There is nothing efficient about this process, either. Fusing datasets that were developed for different purposes requires a level of care too often lacking in recent efforts. The risks of mismatching and misinterpretation are high. Just as the administration’s overbroad immigration enforcement raids in Los Angeles resulted in the detention of U.S. citizens, so, too, will innocent people be swept up in the Trump administration’s digital dragnet.
These data grabs will subject innocent people to the indignity and fear of government scrutiny. We learned this lesson decades ago, when the Nixon administration tried to coerce the Internal Revenue Service into auditing its political enemies. That episode helped motivate Congress to designate tax returns as confidential. The creation of this data silo served a democratic purpose: by ensuring that, for the most part, tax returns can only be used for tax enforcement and only by the IRS, thus insulating the agency from political considerations.

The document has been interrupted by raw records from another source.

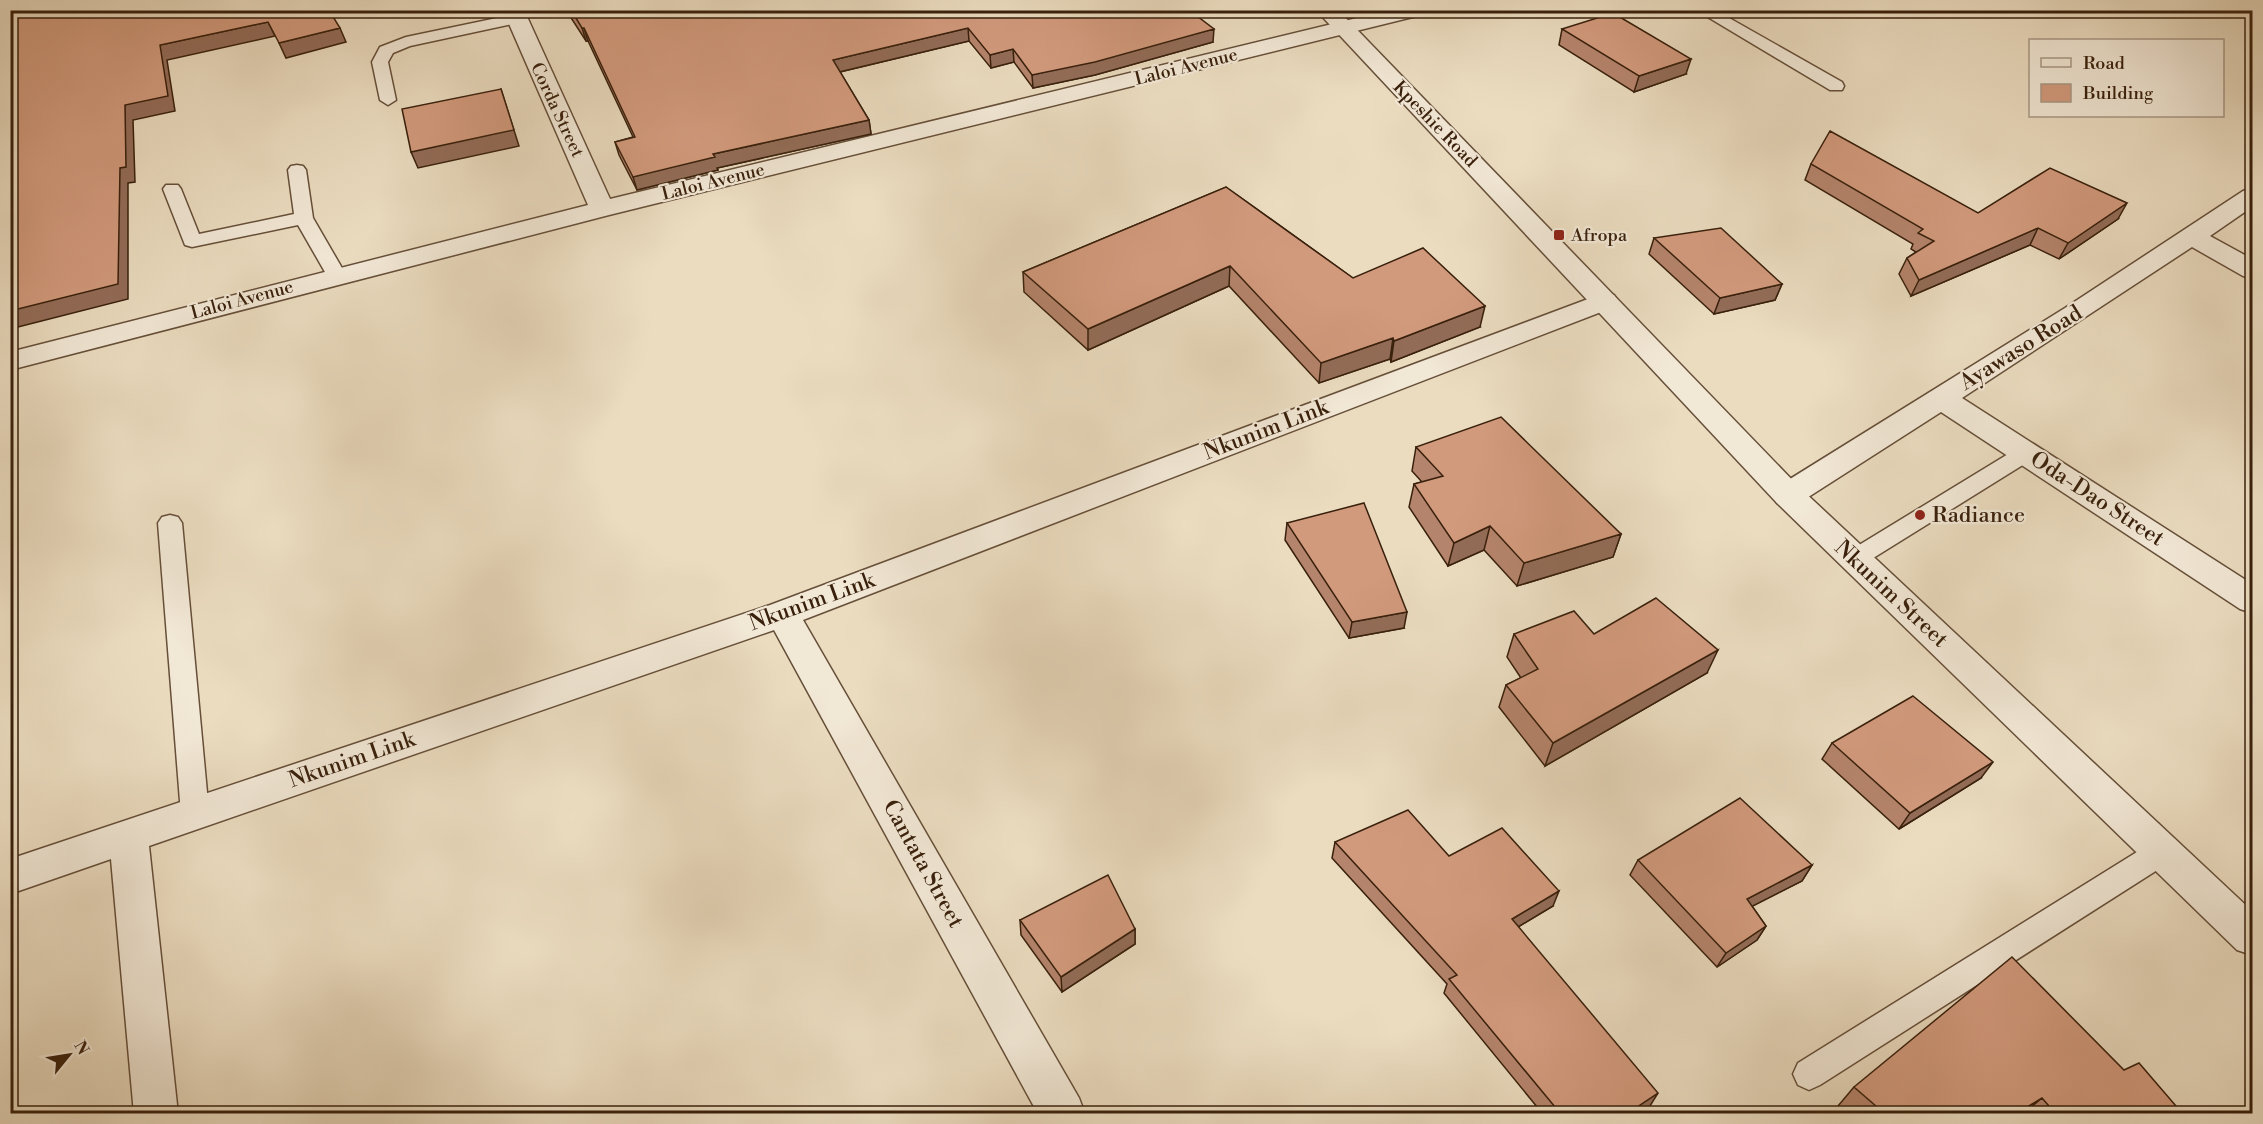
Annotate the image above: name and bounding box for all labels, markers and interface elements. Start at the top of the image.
legend [2029,39,2224,117]
street label: Laloi Avenue [1132,43,1240,91]
text: Road [2083,52,2126,75]
street label: Corda Street [525,59,589,162]
street label: Kpeshie Road [1388,76,1483,173]
text: Building [2082,82,2154,105]
street label: Laloi Avenue [659,158,767,206]
place label: Afropa [1570,224,1628,247]
marker: Afropa [1552,228,1566,242]
street label: Laloi Avenue [188,275,296,325]
street label: Ayawaso Road [1954,299,2088,397]
street label: Nkunim Link [1200,393,1334,466]
street label: Oda-Dao Street [2025,446,2169,552]
place label: Radiance [1932,502,2025,529]
marker: Radiance [1913,508,1927,522]
street label: Nkunim Street [1829,535,1953,653]
street label: Nkunim Link [746,566,880,637]
street label: Nkunim Link [285,725,420,794]
street label: Cantata Street [877,795,969,933]
north arrow [39,1025,99,1085]
text: N [69,1038,93,1059]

But like President Nixon, Trump has made it clear that he believes he should be able to use any and all levers of government to go after his perceived enemies. This includes his drive to investigate and prosecute Hillary Clinton the last time he was president, and his threat to take away Harvard’s tax-exempt status this time.
Republicans and Democrats alike put guardrails in place to protect against punitive, Nixon-era data sharing in the 1970s. They — and we — should all condemn these present-day data sharing schemes. Sadly, the current Congress has shown little ability to resist even the most outlandish requests from Trump — and the president seems determined to cycle through IRS leaders until he finds one willing to do his bidding.
For now, the last line of defense may be the courts. They must see these data grabs for what they are: not as a campaign for efficiency, but as a vast enrichment of the federal government’s ability to track and monitor us all.
Catherine Crump is clinical professor and director of the Samuelson Law, Technology & Public Policy Clinic at UC Berkeley, School of Law.